Until 31 December 2021, Radiožurnál was also broadcast on longwave from the Topolná transmitter (frequency 270 kHz), which allowed listening to the station outside the Czech Republic.

===Notable programming===
- Zelená vlna – Czech Radio has been broadcasting traffic news under this name since the turn of the 1960s and 1970s. Since 2013, Radiožurnál has been broadcasting Green Wave every half hour 24 hours a day.
- Guest of Lucie Výborná – (daily 9:05-10:00) – non-conflicting conversation with personalities
- Dvacet minut Radiožurnálu (Monday to Friday at 17:05) – the journalistic programme has been broadcast since 2006 on weekdays and its presenters conduct a confrontational interview with a guest on a current topic.

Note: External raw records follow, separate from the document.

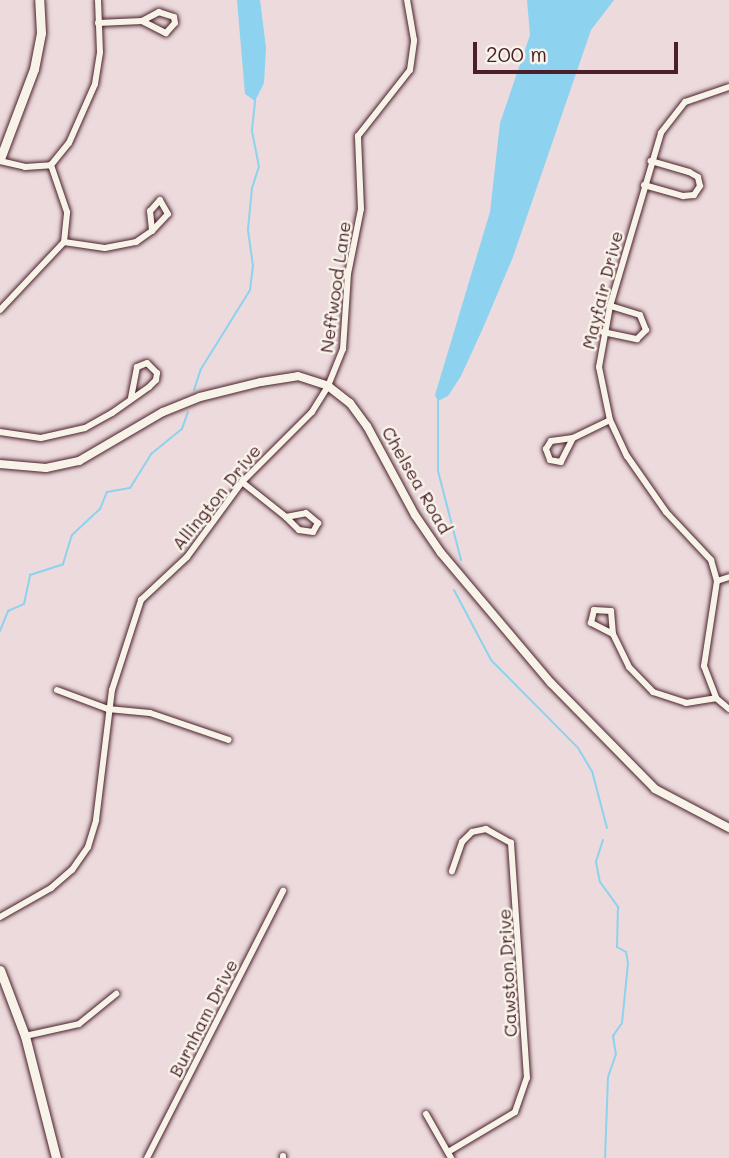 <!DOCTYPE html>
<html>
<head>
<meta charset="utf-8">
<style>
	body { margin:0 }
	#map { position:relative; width:729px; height:1158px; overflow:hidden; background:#ecdadc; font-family:Mali,sans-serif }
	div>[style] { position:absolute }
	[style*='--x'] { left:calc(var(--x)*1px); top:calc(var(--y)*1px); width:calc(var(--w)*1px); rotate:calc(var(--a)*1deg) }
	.water>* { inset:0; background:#8dd2ee }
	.stream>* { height:2px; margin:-1px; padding:0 1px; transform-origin:1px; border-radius:1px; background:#8dd2ee }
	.roads { filter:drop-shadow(0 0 2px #4a1f2b) drop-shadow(0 0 2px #4a1f2b) }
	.minor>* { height:6px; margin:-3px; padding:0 3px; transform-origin:3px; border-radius:3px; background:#f7f3e8 }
	.tertiary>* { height:8px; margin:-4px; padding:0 4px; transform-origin:4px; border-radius:4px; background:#f7f3e8 }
	.secondary>* { height:9px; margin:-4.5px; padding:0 4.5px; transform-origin:4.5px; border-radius:4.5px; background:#f7f3e8 }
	span { translate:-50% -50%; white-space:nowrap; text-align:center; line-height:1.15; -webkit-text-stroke:5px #f7f3e8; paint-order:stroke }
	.street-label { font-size:18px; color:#4a1f2b }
	.scale { position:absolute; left:473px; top:42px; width:205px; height:32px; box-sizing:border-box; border:4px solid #4a1f2b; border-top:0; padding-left:9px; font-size:21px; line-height:24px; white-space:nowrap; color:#4a1f2b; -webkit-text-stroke:5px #f7f3e8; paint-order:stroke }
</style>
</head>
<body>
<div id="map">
	<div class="water">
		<div style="clip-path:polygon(237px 0,260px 0,266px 48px,264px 83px,255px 101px,245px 94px)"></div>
		<div style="clip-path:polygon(527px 0,614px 0,591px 30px,513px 257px,483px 328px,461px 376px,448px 396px,438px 401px,435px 395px,490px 212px,500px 123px,530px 35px)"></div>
	</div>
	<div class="stream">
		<div style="--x:194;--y:390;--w:22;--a:-72"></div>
		<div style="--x:201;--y:369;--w:93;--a:-58.2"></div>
		<div style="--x:250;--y:290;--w:24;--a:-83"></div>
		<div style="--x:253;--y:266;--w:37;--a:-98"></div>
		<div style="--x:248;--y:229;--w:41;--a:-84.4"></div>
		<div style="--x:252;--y:188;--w:22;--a:-72"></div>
		<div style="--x:259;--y:167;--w:38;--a:-101"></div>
		<div style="--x:252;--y:130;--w:30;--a:-84"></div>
		<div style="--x:438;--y:401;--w:70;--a:90"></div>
		<div style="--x:438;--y:471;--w:92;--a:75.5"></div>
		<div style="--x:454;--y:590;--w:79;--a:62.1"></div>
		<div style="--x:491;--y:660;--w:124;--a:45.3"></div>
		<div style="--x:578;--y:748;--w:27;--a:59"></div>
		<div style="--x:592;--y:771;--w:59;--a:75.3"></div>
		<div style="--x:0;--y:631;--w:22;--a:-68"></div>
		<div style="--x:8;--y:611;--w:17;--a:-24"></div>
		<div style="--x:24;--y:604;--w:30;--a:-78"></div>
		<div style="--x:30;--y:575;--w:35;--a:-18"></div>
		<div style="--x:63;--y:564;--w:30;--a:-73"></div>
		<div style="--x:72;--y:535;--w:38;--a:-43"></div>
		<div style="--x:100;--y:509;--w:18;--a:-68"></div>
		<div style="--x:107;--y:492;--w:23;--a:-10"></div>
		<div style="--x:130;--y:488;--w:40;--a:-58"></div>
		<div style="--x:151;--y:454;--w:40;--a:-39"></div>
		<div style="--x:182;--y:429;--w:18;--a:-71"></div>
		<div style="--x:603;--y:840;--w:23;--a:108"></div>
		<div style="--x:596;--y:862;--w:20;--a:79"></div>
		<div style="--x:600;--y:882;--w:31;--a:54"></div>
		<div style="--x:618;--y:907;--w:40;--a:91.4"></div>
		<div style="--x:617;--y:947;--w:10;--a:29"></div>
		<div style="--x:626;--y:952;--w:11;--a:80"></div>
		<div style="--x:628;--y:963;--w:60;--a:95.7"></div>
		<div style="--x:622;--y:1023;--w:16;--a:125"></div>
		<div style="--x:613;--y:1036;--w:18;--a:81"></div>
		<div style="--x:616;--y:1054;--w:24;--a:109"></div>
		<div style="--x:608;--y:1077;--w:81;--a:92.1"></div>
	</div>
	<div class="roads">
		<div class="minor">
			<div style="--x:98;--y:23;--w:44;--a:-2.6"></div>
			<div style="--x:142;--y:21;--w:27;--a:27"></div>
			<div style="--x:166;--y:33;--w:13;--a:-48"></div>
			<div style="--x:175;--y:23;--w:6;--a:-99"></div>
			<div style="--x:174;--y:17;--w:16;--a:-162"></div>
			<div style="--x:159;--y:12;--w:19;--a:152"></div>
			<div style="--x:729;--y:87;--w:46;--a:161.2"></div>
			<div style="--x:685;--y:102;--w:39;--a:128"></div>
			<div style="--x:661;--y:133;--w:180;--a:106.4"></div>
			<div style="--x:610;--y:306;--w:62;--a:100.2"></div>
			<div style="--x:599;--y:367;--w:54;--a:78.3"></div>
			<div style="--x:610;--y:420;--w:40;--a:65"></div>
			<div style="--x:627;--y:456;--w:68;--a:55.1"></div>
			<div style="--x:666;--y:512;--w:66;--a:46.8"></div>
			<div style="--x:711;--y:560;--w:22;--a:74"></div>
			<div style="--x:717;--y:581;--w:86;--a:98.7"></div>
			<div style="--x:704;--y:666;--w:34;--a:69"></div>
			<div style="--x:716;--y:698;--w:17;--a:40"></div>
			<div style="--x:0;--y:161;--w:26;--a:13"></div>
			<div style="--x:25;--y:167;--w:26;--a:-4"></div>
			<div style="--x:51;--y:165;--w:28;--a:-51"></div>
			<div style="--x:69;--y:143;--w:64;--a:-66.2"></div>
			<div style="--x:95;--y:84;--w:32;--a:-81"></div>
			<div style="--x:100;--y:52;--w:52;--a:-92.2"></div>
			<div style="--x:644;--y:185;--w:41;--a:15.8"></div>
			<div style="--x:683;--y:196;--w:11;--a:-5"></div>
			<div style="--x:694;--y:195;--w:11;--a:-56"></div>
			<div style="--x:700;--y:186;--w:9;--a:-103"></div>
			<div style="--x:698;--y:177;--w:10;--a:-151"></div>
			<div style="--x:689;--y:172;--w:40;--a:-164"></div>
			<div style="--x:64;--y:242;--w:41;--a:8.3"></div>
			<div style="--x:105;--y:248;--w:32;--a:-11"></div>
			<div style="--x:136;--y:242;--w:19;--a:-35"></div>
			<div style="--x:152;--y:231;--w:23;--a:-47"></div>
			<div style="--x:168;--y:214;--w:16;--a:-120"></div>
			<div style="--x:160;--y:200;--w:15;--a:132"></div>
			<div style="--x:150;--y:211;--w:20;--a:84"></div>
			<div style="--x:0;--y:310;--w:93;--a:-46.7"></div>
			<div style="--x:64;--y:242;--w:30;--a:-84"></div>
			<div style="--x:67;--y:212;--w:50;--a:-108.8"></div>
			<div style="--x:603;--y:332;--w:35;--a:12"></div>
			<div style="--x:637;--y:339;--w:13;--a:-45"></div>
			<div style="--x:646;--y:330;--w:16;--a:-112"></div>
			<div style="--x:640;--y:315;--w:31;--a:-163"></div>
			<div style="--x:0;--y:432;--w:41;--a:8.3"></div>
			<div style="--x:41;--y:438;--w:45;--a:-12.8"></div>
			<div style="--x:85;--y:428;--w:31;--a:-29"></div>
			<div style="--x:112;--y:413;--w:45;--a:-35.1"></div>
			<div style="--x:149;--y:387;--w:10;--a:-45"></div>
			<div style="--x:156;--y:380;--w:7;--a:-82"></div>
			<div style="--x:157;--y:373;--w:14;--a:-135"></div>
			<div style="--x:147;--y:363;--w:11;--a:158"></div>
			<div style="--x:137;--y:367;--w:33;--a:101"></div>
			<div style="--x:573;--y:438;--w:27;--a:117"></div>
			<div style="--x:561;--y:462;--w:11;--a:-170"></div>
			<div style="--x:550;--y:460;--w:12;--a:-110"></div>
			<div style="--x:546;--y:449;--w:9;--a:-58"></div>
			<div style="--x:551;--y:441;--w:22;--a:-8"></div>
			<div style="--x:573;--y:438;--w:41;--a:-25.9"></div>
			<div style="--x:242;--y:482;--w:56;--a:38.5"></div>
			<div style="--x:306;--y:513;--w:16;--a:40"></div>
			<div style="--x:318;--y:523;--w:10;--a:119"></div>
			<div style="--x:313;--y:532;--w:14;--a:-172"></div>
			<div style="--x:299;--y:530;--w:18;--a:-135"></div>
			<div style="--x:286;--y:517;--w:20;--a:-11"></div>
			<div style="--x:717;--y:581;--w:13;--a:-18"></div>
			<div style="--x:613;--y:634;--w:25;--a:-153"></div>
			<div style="--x:591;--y:623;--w:13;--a:-77"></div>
			<div style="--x:594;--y:610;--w:17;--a:3"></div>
			<div style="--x:611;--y:611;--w:23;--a:85"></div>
			<div style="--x:613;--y:634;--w:37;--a:64"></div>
			<div style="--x:629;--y:667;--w:35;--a:46"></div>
			<div style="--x:653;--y:692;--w:35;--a:18"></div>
			<div style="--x:686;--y:703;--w:30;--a:-9"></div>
			<div style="--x:57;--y:690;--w:54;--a:20.4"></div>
			<div style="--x:108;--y:709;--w:42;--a:5.4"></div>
			<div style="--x:150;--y:713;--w:83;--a:18.9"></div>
			<div style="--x:0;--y:917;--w:59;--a:-29.6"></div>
			<div style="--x:51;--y:888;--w:28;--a:-41"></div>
			<div style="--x:72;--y:870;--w:28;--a:-55"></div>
			<div style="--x:88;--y:847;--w:28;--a:-73"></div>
			<div style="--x:96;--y:820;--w:131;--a:-83"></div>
			<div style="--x:112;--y:690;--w:95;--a:-72.1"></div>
			<div style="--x:141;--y:600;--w:63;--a:-43.1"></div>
			<div style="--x:187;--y:557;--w:93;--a:-53.7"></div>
			<div style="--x:242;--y:482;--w:99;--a:-45"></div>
			<div style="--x:312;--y:412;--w:31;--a:-58"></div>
			<div style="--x:328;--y:386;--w:40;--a:-68"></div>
			<div style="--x:343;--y:349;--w:75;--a:-86.2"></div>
			<div style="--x:348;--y:274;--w:66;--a:-78.7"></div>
			<div style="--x:361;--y:209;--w:73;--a:-92.4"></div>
			<div style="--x:358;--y:136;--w:84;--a:-51.8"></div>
			<div style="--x:410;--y:70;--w:30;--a:-82"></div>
			<div style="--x:414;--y:40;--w:41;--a:-99.9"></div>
			<div style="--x:25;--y:1036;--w:55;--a:-12.5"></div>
			<div style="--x:79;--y:1024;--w:48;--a:-39"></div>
			<div style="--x:426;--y:1114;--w:51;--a:60.4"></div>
			<div style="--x:448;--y:1152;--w:78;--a:-30.8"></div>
			<div style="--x:515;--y:1112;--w:36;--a:-71"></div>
			<div style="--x:527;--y:1078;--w:236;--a:-93.9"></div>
			<div style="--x:511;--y:843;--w:29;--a:-151"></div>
			<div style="--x:486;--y:829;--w:14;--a:168"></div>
			<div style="--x:472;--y:832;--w:14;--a:135"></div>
			<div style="--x:462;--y:842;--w:31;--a:109"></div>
			<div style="--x:147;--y:1158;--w:300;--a:-63"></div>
			<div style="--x:283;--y:1158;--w:2;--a:-90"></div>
		</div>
		<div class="tertiary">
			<div style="--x:0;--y:464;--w:46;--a:5"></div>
			<div style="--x:46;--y:468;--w:34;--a:-12"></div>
			<div style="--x:79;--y:461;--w:97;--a:-30.3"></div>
			<div style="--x:163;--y:412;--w:40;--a:-22"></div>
			<div style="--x:200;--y:397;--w:63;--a:-13.8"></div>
			<div style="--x:261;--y:382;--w:37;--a:-9"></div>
			<div style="--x:298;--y:376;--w:32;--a:18"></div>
			<div style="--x:328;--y:386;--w:28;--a:38"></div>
			<div style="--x:350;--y:403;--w:29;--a:54"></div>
			<div style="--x:367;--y:426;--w:101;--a:61.7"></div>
			<div style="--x:415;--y:515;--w:46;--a:55.6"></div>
			<div style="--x:441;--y:553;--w:170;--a:49.8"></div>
			<div style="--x:551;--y:683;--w:148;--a:45.5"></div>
			<div style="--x:655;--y:789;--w:84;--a:27.8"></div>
		</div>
		<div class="secondary">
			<div style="--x:0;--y:159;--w:96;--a:-69.3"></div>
			<div style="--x:34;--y:69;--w:37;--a:-79"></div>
			<div style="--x:41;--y:33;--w:33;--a:-93"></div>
			<div style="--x:0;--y:970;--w:71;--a:69.3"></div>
			<div style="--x:25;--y:1036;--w:126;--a:75.7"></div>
		</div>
	</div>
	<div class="street-label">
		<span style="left:335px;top:287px;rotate:-82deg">Neffwood Lane</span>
		<span style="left:602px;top:290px;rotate:-76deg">Mayfair Drive</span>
		<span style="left:417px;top:480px;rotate:60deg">Chelsea Road</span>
		<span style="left:216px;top:497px;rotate:-51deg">Allington Drive</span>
		<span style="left:507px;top:973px;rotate:-93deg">Cawston Drive</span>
		<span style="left:203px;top:1018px;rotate:-63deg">Burnham Drive</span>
	</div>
	<div class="scale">200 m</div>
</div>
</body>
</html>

- Zápisník zahraničních zpravodajů – created in 1955, it is one of the oldest programmes in the Czech Republic (or Czechoslovakia). Its format is a radio magazine with reports by foreign correspondents and associates of Czech Radio.
- Sportžurnál (Sunday 21:05) – Weekly summarizing the events in sport over the past weekend. Broadcast simultaneously on Radiožurnál Sport.
- O Roma Vakeren (Saturday 20:05) – magazine about Romani people.
- Stretnutie (Sunday 20:05) – the only Slovak radio magazine about Slovaks, and for Slovaks in the Czech Republic.